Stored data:
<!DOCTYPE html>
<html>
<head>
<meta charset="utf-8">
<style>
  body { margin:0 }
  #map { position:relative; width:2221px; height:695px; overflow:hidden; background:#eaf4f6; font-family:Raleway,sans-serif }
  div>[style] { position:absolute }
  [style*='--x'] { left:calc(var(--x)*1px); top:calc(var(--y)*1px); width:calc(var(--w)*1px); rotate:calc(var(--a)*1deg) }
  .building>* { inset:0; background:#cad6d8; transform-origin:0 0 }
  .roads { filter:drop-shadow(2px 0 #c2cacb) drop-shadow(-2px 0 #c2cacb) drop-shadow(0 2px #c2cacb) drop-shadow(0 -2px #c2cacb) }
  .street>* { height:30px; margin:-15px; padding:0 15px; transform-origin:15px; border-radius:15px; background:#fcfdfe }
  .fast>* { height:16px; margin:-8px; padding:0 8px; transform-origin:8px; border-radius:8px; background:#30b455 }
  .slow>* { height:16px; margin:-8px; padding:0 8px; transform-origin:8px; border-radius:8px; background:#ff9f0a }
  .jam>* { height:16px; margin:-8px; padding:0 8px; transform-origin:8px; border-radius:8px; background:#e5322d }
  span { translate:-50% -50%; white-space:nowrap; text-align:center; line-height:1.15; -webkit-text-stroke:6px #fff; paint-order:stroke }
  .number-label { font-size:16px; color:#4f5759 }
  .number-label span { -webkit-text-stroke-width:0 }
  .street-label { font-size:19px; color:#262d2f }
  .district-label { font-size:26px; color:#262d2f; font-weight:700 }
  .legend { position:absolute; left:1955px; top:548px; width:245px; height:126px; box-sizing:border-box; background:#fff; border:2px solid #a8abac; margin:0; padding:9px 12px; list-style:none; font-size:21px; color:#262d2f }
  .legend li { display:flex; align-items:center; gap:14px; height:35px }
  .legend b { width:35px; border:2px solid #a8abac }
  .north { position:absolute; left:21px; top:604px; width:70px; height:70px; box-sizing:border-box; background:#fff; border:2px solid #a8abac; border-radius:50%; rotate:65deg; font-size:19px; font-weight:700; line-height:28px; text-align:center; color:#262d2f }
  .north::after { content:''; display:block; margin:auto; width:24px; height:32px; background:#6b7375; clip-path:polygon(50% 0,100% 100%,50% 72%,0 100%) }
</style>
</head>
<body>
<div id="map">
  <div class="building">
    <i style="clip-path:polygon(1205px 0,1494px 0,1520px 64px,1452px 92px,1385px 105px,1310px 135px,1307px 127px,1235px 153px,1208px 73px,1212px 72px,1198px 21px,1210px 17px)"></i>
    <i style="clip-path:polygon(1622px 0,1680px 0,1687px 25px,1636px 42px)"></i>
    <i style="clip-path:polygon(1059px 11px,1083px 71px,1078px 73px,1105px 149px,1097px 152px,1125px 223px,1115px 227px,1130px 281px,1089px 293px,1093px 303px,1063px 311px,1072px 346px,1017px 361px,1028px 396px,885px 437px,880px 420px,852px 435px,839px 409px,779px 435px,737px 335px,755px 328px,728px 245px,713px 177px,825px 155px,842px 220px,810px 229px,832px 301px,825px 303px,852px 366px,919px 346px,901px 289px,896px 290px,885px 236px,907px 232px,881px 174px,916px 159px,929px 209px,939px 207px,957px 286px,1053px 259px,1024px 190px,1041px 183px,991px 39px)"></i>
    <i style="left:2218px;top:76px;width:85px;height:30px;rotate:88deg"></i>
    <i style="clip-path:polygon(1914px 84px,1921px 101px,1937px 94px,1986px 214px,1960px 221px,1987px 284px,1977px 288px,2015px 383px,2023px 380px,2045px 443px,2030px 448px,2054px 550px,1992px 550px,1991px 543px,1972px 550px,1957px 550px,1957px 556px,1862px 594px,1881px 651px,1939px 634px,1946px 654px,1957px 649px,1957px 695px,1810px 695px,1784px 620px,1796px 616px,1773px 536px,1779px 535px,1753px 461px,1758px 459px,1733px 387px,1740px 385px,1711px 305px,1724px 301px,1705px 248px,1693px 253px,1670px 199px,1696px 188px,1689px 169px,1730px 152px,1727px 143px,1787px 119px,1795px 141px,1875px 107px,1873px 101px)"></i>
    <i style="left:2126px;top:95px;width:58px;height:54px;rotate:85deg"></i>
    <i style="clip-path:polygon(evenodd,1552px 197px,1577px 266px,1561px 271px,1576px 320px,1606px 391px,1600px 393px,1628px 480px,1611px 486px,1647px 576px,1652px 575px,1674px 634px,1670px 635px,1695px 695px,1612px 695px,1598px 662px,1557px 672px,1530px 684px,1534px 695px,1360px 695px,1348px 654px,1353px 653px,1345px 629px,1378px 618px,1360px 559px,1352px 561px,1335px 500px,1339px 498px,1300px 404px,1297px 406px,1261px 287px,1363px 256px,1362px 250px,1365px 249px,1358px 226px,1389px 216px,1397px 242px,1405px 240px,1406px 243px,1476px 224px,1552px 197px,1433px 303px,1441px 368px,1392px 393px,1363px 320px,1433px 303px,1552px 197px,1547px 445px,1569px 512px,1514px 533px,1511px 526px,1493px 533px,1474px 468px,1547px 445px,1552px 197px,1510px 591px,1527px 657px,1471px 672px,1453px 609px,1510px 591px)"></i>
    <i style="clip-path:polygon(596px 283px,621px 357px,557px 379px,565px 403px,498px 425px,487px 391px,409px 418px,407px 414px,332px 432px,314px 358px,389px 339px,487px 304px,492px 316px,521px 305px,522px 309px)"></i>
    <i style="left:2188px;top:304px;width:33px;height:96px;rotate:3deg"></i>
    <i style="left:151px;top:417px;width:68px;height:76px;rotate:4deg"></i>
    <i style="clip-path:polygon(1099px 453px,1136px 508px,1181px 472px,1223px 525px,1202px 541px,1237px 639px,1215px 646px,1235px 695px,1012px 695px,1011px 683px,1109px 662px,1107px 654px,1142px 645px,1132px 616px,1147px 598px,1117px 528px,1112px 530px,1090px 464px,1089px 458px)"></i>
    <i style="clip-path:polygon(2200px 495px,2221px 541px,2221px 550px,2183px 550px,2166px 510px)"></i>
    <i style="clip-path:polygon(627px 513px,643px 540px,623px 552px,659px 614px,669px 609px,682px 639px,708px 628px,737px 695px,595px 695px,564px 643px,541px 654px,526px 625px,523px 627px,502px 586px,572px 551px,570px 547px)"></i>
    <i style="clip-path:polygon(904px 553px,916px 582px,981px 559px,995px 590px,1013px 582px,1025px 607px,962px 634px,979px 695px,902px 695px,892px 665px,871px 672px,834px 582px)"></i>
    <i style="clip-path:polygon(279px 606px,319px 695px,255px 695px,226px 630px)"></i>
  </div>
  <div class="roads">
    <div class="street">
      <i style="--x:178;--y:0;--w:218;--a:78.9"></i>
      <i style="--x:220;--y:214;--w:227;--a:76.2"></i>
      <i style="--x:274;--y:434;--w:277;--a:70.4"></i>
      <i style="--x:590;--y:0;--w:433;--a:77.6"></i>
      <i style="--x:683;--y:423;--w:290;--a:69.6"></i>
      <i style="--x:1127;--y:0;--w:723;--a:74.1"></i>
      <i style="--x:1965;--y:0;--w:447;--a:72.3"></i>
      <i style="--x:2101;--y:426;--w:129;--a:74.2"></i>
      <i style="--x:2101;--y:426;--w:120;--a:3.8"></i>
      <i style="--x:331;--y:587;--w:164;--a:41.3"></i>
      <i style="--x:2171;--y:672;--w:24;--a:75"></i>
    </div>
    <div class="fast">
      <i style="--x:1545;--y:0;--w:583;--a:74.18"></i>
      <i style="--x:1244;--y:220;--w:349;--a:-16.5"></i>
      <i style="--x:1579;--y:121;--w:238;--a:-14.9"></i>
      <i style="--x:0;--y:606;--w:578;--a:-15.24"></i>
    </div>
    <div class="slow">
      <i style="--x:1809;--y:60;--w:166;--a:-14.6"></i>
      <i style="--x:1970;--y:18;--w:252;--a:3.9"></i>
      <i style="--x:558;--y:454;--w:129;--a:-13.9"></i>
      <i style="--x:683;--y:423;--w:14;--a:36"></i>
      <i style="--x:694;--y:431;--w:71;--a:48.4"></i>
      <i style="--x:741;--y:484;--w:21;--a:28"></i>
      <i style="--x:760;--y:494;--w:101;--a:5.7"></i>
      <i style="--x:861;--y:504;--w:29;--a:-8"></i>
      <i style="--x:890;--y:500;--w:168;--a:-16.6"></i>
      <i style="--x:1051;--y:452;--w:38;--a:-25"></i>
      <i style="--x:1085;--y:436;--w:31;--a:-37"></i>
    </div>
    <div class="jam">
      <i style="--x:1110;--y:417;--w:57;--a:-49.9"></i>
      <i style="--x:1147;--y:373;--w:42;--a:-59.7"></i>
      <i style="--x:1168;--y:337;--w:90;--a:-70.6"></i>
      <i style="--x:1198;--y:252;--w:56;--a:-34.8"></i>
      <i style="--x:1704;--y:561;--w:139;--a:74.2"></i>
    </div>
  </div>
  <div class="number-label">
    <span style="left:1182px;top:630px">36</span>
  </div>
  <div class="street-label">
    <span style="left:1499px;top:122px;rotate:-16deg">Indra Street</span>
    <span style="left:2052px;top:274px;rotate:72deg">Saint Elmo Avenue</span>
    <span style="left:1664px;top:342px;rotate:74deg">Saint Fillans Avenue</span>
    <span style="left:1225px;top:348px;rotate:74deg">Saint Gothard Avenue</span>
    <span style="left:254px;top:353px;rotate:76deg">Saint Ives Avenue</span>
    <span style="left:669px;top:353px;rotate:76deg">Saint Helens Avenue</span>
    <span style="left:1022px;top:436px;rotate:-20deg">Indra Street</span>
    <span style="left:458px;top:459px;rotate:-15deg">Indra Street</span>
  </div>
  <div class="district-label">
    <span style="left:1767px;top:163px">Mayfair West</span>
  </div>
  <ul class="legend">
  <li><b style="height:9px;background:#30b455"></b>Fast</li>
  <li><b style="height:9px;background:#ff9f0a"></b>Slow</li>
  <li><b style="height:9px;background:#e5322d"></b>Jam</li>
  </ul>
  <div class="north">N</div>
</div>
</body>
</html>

> _WHAT YOU HAVE TO DO_
Beginning of the records through the line with "filter:drop-shadow(2px 0 #c2cacb)": return that span exactly and stop there.

> _WRITTEN RESPONSE_
<!DOCTYPE html>
<html>
<head>
<meta charset="utf-8">
<style>
  body { margin:0 }
  #map { position:relative; width:2221px; height:695px; overflow:hidden; background:#eaf4f6; font-family:Raleway,sans-serif }
  div>[style] { position:absolute }
  [style*='--x'] { left:calc(var(--x)*1px); top:calc(var(--y)*1px); width:calc(var(--w)*1px); rotate:calc(var(--a)*1deg) }
  .building>* { inset:0; background:#cad6d8; transform-origin:0 0 }
  .roads { filter:drop-shadow(2px 0 #c2cacb) drop-shadow(-2px 0 #c2cacb) drop-shadow(0 2px #c2cacb) drop-shadow(0 -2px #c2cacb) }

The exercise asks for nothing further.